> **REQUIRED WORK**
Scan the data below for lines holding the word "limit", and copy each line found.

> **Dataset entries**
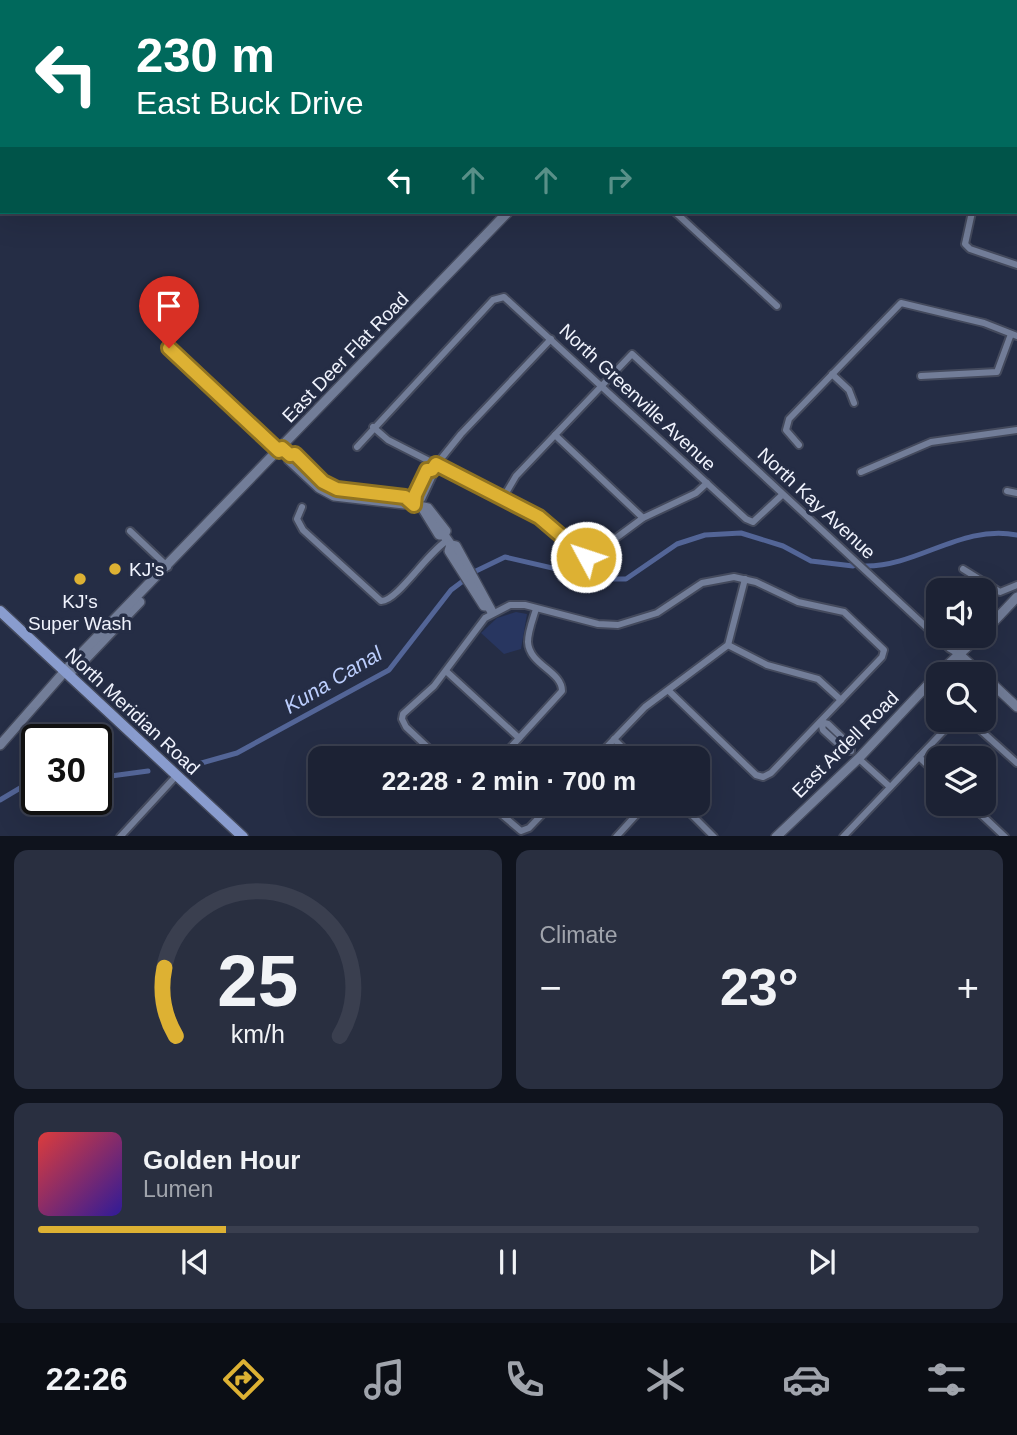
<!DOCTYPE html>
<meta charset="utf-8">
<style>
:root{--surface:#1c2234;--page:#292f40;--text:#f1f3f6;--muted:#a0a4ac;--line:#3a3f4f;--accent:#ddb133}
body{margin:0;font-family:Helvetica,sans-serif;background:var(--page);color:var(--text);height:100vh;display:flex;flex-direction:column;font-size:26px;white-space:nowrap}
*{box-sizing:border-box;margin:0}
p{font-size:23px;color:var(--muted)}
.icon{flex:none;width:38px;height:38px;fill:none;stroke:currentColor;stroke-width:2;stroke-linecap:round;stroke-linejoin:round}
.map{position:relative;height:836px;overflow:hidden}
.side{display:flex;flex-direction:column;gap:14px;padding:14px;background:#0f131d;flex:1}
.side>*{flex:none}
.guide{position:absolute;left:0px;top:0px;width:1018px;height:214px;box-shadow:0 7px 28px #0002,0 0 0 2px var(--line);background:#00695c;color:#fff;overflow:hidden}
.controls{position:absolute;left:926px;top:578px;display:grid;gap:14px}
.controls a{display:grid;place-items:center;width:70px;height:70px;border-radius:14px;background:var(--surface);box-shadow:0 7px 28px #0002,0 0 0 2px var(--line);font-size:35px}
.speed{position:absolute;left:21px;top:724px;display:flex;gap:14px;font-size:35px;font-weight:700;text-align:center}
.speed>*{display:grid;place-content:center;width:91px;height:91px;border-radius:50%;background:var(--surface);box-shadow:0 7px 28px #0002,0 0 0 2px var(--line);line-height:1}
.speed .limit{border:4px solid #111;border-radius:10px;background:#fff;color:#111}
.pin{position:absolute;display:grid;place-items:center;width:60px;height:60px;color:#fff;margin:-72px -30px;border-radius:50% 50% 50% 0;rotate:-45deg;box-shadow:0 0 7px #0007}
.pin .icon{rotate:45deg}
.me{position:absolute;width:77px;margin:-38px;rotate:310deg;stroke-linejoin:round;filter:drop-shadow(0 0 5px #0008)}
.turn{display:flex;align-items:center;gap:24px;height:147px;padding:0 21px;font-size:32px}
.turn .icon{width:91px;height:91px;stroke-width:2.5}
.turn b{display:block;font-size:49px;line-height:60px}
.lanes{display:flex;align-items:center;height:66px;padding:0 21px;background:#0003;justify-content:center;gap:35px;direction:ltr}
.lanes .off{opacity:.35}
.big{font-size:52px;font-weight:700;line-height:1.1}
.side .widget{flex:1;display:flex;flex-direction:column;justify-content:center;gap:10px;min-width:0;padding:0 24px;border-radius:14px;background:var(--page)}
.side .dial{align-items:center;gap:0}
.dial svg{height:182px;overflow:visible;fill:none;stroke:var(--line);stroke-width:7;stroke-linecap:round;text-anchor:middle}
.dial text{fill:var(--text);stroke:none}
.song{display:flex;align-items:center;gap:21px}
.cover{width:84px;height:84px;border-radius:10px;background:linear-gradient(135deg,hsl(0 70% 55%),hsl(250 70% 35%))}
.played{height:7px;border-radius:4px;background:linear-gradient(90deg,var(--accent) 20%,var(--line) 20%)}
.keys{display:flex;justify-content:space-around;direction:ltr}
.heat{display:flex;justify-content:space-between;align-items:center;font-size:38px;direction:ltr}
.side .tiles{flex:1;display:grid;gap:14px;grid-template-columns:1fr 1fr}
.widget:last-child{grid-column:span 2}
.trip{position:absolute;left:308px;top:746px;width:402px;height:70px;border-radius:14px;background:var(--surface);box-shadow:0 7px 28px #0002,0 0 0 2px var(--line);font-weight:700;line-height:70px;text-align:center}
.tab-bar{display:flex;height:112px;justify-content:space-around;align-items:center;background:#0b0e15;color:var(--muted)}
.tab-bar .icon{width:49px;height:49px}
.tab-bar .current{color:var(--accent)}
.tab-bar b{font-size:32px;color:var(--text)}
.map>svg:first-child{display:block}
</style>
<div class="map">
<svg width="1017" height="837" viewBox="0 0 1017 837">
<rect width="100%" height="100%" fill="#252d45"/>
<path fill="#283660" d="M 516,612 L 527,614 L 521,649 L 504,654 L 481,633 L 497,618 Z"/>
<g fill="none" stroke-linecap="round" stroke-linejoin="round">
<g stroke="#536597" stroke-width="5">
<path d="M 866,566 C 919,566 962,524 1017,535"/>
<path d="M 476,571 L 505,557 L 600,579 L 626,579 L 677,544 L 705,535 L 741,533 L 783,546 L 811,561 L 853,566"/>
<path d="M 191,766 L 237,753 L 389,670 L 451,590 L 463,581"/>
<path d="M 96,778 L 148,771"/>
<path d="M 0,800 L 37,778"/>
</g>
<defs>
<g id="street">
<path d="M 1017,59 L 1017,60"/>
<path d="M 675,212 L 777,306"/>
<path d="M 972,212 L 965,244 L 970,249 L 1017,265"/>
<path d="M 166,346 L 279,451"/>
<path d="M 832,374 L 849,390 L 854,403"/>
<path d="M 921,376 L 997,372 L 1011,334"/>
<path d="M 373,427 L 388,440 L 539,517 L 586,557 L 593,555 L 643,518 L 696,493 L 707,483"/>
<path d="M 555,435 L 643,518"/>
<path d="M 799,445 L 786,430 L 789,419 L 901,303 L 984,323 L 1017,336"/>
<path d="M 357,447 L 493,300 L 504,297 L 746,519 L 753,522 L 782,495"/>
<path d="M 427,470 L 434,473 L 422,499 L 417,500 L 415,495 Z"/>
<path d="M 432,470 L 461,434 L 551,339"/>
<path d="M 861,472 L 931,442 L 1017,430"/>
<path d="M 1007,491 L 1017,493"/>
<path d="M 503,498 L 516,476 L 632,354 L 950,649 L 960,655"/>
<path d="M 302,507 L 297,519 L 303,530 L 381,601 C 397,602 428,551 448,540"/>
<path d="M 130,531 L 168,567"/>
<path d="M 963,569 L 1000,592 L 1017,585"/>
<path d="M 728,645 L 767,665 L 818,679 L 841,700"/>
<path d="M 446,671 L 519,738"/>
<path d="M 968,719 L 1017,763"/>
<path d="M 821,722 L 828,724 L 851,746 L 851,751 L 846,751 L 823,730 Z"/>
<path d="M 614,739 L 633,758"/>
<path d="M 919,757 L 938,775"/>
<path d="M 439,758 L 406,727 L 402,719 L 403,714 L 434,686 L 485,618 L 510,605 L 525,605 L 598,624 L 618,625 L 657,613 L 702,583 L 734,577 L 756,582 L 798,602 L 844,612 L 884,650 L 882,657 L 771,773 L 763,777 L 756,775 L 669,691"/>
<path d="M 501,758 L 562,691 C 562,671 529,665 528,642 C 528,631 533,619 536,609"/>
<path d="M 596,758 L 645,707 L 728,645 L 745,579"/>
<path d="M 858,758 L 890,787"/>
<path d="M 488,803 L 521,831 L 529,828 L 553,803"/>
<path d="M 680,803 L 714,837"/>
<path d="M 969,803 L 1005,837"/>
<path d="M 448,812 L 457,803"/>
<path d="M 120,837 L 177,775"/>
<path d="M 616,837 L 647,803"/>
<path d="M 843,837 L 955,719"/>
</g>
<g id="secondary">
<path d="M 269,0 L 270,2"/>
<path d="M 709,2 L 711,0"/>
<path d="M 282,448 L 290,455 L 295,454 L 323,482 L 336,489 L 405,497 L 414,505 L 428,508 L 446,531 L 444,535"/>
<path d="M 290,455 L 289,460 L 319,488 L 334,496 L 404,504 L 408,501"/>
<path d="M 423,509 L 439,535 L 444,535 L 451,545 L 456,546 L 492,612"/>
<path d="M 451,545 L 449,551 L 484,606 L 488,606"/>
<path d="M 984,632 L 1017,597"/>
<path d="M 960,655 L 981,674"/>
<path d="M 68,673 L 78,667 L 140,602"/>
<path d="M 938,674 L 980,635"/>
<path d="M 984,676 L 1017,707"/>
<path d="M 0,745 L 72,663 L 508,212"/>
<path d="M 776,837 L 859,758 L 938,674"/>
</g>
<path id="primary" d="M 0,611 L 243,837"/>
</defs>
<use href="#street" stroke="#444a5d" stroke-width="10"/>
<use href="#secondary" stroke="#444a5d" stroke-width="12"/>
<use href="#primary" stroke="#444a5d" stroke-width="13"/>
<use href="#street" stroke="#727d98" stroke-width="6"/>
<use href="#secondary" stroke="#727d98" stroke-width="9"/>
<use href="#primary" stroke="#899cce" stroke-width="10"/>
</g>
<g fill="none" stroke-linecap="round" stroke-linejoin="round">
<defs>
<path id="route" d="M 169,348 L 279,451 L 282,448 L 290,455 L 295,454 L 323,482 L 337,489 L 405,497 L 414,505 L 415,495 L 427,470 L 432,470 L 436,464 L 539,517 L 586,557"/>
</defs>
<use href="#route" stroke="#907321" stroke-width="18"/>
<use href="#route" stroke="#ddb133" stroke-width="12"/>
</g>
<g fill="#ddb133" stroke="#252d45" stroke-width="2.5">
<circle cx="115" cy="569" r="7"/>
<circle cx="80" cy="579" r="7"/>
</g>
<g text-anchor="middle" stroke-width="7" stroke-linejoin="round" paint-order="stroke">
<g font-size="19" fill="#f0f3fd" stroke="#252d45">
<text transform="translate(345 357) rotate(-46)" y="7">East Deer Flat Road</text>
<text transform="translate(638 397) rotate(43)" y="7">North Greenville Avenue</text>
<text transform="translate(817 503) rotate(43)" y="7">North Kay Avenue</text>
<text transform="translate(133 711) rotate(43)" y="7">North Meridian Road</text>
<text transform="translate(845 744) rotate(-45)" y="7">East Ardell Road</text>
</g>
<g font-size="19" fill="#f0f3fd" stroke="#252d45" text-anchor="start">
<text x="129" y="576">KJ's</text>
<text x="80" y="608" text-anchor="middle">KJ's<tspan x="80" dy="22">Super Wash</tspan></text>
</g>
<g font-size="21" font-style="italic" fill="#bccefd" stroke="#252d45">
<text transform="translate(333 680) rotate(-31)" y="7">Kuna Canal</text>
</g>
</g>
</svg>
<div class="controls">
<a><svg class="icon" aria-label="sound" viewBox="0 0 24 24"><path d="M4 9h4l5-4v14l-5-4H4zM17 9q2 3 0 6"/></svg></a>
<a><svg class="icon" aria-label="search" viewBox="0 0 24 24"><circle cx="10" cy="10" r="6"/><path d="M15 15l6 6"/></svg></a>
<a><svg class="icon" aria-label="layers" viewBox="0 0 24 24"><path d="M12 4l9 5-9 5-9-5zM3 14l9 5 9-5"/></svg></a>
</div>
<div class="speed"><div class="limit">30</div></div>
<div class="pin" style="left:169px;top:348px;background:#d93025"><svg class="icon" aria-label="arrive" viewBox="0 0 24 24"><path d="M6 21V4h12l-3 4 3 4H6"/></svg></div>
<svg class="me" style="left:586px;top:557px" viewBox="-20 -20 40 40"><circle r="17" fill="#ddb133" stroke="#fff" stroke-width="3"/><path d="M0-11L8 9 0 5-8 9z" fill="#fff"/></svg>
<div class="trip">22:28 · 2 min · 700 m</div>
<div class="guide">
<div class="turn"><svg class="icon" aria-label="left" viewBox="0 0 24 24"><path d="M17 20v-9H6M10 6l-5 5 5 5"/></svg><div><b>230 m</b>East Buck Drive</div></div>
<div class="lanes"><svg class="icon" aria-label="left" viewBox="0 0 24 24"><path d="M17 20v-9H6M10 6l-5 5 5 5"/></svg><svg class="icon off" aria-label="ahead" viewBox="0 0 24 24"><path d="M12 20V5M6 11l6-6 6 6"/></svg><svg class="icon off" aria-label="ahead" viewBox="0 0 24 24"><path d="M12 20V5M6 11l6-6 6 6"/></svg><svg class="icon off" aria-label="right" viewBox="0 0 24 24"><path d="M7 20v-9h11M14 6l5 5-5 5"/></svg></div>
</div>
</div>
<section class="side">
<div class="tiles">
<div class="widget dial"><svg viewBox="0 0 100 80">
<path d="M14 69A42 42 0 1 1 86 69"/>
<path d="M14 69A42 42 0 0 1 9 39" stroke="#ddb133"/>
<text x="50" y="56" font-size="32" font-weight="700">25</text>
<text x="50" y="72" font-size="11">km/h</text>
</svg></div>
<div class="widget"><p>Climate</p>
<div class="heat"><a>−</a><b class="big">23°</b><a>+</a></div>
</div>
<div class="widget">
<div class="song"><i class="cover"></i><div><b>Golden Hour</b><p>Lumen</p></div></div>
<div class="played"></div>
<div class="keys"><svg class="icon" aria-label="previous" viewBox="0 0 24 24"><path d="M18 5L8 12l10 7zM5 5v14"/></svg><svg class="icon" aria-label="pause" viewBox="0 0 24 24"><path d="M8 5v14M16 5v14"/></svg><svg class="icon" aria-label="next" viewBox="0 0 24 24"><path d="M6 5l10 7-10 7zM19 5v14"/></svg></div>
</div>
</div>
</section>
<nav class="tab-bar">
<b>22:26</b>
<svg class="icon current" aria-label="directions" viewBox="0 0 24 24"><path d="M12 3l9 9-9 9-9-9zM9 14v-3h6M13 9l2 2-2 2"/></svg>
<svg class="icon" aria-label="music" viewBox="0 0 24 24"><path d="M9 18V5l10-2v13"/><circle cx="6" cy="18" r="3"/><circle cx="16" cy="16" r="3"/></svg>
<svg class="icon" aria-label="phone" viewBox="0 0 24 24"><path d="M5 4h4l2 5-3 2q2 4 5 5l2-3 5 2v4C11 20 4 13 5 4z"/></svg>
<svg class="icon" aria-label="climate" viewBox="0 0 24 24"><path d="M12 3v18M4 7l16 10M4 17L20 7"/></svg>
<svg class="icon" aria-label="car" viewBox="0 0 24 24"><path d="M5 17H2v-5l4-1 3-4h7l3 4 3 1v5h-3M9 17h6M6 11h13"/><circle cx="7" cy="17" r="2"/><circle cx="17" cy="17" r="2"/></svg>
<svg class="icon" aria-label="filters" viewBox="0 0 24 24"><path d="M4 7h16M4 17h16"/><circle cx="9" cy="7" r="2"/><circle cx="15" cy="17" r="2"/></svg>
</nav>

> **TASK RESPONSE**
.speed .limit{border:4px solid #111;border-radius:10px;background:#fff;color:#111}
<div class="speed"><div class="limit">30</div></div>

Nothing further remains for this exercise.